Despite the presence of a cocky Boyd Holbrook (Gone Girl, Narcos) with a gold tooth and robot hand and a slithering Richard E. Grant (Dracula, Corpse Bride) as a sinister experimental doctor, there doesn’t seem to be an intimidating antagonist in the movie. Both characters are more plot motivators to get to Logan’s last stand. There’s no threat in Logan and very little sense of heightened tension. The movie’s action goes 150 mph from the get-go that you wish it was spaced out a little bit more to add more heft and awe to the impressive but, by the end of the movie, routine climax. As much as I enjoy someone’s head getting blown off, it really hits home if its sudden or cleverly built-up. To bring up Django Unchained again, that movie’s shootouts work so well because Tarantino spaces them out so far between each other to build anticipation for it. It’s great that Logan goes all out with its action and when you first see it, it’s absolutely sublime, but there’s a reason you save your special attack on Super Smash Bros. for the last life.

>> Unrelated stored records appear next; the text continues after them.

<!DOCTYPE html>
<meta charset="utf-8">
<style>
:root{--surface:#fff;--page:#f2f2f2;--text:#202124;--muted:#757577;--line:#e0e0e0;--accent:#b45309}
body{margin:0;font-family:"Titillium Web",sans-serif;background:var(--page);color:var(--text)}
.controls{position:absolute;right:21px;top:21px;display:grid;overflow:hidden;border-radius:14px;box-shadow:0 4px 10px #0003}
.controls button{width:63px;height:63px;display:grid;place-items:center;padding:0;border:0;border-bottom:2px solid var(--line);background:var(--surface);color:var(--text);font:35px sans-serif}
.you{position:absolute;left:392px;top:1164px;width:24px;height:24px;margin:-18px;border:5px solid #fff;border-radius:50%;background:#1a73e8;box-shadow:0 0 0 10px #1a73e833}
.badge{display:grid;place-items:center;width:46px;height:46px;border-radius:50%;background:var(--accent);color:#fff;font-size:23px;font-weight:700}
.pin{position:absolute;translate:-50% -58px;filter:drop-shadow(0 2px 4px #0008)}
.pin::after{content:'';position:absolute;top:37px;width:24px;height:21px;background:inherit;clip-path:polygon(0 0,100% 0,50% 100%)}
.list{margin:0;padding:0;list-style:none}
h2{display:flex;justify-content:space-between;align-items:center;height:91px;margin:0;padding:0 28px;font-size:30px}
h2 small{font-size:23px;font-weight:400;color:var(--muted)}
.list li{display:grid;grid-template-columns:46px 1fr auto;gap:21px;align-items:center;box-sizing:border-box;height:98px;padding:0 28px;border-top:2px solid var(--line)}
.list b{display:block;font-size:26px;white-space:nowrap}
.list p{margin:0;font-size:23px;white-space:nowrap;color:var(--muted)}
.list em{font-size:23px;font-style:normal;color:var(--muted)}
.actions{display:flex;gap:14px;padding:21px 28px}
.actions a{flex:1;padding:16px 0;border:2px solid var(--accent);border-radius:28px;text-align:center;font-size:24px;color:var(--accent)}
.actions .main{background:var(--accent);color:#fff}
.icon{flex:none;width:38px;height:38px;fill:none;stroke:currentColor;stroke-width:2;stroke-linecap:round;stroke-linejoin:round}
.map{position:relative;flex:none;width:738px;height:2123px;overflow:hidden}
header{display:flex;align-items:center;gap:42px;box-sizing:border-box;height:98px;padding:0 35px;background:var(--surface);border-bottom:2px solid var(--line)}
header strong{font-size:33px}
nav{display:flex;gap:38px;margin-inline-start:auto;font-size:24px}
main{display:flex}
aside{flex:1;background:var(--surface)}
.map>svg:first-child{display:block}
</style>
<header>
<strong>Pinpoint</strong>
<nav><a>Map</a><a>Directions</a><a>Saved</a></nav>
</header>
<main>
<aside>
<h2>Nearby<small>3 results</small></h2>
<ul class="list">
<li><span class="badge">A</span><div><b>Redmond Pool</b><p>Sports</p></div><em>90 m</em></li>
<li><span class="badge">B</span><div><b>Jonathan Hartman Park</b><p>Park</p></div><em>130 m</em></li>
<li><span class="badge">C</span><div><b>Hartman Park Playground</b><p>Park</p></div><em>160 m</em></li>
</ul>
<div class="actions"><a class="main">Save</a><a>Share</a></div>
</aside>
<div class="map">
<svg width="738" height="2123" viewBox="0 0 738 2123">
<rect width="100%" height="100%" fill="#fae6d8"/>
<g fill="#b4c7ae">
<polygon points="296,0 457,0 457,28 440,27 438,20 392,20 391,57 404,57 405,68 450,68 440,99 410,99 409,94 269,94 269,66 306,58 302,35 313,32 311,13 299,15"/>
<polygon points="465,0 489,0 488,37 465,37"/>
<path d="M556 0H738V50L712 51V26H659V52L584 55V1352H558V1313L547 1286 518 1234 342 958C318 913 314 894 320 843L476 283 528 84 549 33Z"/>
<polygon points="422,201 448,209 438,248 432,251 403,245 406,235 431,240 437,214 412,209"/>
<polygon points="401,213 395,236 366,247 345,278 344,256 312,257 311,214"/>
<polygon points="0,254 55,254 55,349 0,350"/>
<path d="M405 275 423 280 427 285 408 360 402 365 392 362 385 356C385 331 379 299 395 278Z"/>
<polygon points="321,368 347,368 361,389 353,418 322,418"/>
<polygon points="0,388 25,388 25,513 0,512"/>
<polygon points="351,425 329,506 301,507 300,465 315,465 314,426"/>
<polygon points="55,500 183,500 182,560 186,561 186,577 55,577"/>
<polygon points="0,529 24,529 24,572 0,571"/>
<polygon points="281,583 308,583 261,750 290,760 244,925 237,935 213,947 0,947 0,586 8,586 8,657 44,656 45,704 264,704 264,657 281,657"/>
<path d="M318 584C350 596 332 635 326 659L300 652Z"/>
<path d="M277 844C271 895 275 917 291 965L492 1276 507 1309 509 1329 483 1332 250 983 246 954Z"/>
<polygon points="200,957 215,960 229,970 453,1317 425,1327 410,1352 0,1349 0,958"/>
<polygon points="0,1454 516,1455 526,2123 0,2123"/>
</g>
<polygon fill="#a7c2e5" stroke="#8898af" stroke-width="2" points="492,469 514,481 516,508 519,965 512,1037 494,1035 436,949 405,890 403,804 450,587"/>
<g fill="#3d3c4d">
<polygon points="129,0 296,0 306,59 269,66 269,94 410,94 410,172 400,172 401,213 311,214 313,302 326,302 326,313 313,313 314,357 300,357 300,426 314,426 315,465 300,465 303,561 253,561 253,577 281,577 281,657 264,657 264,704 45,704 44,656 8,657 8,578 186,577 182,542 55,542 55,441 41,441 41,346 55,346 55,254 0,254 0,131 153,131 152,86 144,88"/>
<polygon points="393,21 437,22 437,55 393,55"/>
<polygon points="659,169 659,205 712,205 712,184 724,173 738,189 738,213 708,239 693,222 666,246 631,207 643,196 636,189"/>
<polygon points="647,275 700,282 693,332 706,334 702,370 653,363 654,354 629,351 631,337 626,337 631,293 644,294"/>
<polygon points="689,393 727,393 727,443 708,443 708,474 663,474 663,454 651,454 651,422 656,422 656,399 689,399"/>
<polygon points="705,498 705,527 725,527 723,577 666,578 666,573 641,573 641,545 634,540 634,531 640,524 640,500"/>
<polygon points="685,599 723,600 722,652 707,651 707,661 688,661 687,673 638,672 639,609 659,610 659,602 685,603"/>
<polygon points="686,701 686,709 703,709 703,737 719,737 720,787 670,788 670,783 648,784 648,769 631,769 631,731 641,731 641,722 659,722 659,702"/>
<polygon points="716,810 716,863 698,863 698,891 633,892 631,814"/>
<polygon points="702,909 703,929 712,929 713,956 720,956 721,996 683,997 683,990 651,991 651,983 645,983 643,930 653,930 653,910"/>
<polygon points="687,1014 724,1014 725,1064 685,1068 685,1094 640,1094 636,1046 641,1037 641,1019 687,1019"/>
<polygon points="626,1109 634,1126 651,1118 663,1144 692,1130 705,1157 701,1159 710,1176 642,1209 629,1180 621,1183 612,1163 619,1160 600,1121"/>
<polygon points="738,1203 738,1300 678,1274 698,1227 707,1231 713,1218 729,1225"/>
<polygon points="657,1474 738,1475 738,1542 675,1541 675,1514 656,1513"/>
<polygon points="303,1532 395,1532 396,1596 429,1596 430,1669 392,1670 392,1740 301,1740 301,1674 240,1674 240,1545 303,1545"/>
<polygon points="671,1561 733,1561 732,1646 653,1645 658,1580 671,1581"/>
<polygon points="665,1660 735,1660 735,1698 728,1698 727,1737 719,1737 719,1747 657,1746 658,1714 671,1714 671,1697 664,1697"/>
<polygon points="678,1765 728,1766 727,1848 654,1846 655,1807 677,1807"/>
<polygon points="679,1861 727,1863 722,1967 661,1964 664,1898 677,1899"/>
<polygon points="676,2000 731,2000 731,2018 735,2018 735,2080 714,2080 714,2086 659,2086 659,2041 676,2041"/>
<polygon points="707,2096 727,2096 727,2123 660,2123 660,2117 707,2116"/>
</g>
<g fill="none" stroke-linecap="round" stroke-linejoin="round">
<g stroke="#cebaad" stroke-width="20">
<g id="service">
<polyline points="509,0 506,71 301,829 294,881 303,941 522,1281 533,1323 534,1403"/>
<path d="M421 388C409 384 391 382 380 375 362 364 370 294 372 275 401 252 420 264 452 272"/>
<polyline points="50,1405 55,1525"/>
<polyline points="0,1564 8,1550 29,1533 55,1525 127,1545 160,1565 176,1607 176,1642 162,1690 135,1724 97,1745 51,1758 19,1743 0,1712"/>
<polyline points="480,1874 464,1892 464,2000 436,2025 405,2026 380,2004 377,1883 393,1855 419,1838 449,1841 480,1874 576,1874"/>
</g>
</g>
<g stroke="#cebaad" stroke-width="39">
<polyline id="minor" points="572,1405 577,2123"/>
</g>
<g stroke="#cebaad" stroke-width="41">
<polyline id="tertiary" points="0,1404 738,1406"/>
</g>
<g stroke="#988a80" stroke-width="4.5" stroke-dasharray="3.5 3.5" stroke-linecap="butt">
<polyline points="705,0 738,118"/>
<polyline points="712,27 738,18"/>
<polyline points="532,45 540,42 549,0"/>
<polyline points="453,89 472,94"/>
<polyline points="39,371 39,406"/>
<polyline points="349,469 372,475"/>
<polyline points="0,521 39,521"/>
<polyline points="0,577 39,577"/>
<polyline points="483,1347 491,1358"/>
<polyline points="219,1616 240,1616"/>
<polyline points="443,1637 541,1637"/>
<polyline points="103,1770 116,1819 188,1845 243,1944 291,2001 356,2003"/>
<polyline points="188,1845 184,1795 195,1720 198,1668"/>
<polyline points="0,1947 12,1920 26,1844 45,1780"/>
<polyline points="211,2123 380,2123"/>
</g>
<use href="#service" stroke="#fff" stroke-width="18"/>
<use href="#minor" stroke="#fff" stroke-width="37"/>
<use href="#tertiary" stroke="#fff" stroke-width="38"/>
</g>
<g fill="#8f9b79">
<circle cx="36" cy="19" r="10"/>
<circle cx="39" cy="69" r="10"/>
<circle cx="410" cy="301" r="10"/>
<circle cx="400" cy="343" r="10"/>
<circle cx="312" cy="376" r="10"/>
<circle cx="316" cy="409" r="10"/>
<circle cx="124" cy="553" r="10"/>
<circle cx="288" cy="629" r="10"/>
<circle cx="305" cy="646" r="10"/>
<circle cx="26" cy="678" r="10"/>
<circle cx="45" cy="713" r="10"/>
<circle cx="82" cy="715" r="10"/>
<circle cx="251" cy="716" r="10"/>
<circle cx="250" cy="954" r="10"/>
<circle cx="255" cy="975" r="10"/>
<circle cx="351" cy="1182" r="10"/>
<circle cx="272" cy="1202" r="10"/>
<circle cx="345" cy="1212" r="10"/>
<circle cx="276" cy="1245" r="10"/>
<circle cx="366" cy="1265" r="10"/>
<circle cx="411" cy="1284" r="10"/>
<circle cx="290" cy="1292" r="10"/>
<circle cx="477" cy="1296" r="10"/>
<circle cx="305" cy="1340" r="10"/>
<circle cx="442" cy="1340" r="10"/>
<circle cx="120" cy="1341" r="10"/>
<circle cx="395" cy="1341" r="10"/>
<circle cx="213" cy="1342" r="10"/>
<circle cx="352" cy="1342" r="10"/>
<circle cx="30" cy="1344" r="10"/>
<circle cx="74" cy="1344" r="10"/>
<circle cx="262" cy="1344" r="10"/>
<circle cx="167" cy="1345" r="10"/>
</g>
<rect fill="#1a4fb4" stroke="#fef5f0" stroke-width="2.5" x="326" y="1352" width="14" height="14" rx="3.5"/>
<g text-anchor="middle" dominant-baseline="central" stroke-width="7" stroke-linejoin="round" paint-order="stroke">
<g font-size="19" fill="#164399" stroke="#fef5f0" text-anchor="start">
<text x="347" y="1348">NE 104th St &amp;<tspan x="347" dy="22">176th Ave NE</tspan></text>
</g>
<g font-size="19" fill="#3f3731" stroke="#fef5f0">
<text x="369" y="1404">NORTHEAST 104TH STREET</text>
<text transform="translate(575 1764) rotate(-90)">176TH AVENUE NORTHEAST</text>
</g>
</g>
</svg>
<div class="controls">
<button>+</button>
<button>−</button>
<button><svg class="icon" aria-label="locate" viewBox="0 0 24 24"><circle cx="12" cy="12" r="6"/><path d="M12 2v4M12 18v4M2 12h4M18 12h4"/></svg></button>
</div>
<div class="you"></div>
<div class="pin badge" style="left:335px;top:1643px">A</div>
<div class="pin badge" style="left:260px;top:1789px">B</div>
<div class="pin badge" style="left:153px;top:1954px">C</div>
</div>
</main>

Maybe this is my fault, maybe I succumbed to internet hype machine and expected Logan to be a perfect movie. Or maybe I misread the reviews and the fan hype: Logan is a perfect WOLVERINE movie, but that does not mean it’s a perfect movie, period. Logan is an absolute trainwreck, a speeding, flaming, bloody bullet that’s crash landing is as worthwhile as all the bodies it went through to get there. It goes too fast sometimes, its punches get numbing after a while, and its manic energy is sometimes too much to properly capture. But it’s impossible not to salute Logan for diving head-first into absolute carnage and going all-out with the violence and the gloom. No matter the scars or damage there is to the final product, you take Logan as it is: one last hurrah from one of the most iconic movie characters of the last two decades and the man so utterly committed to that character. Mr. Jackman, we salute you and you blood-soaked knuckles.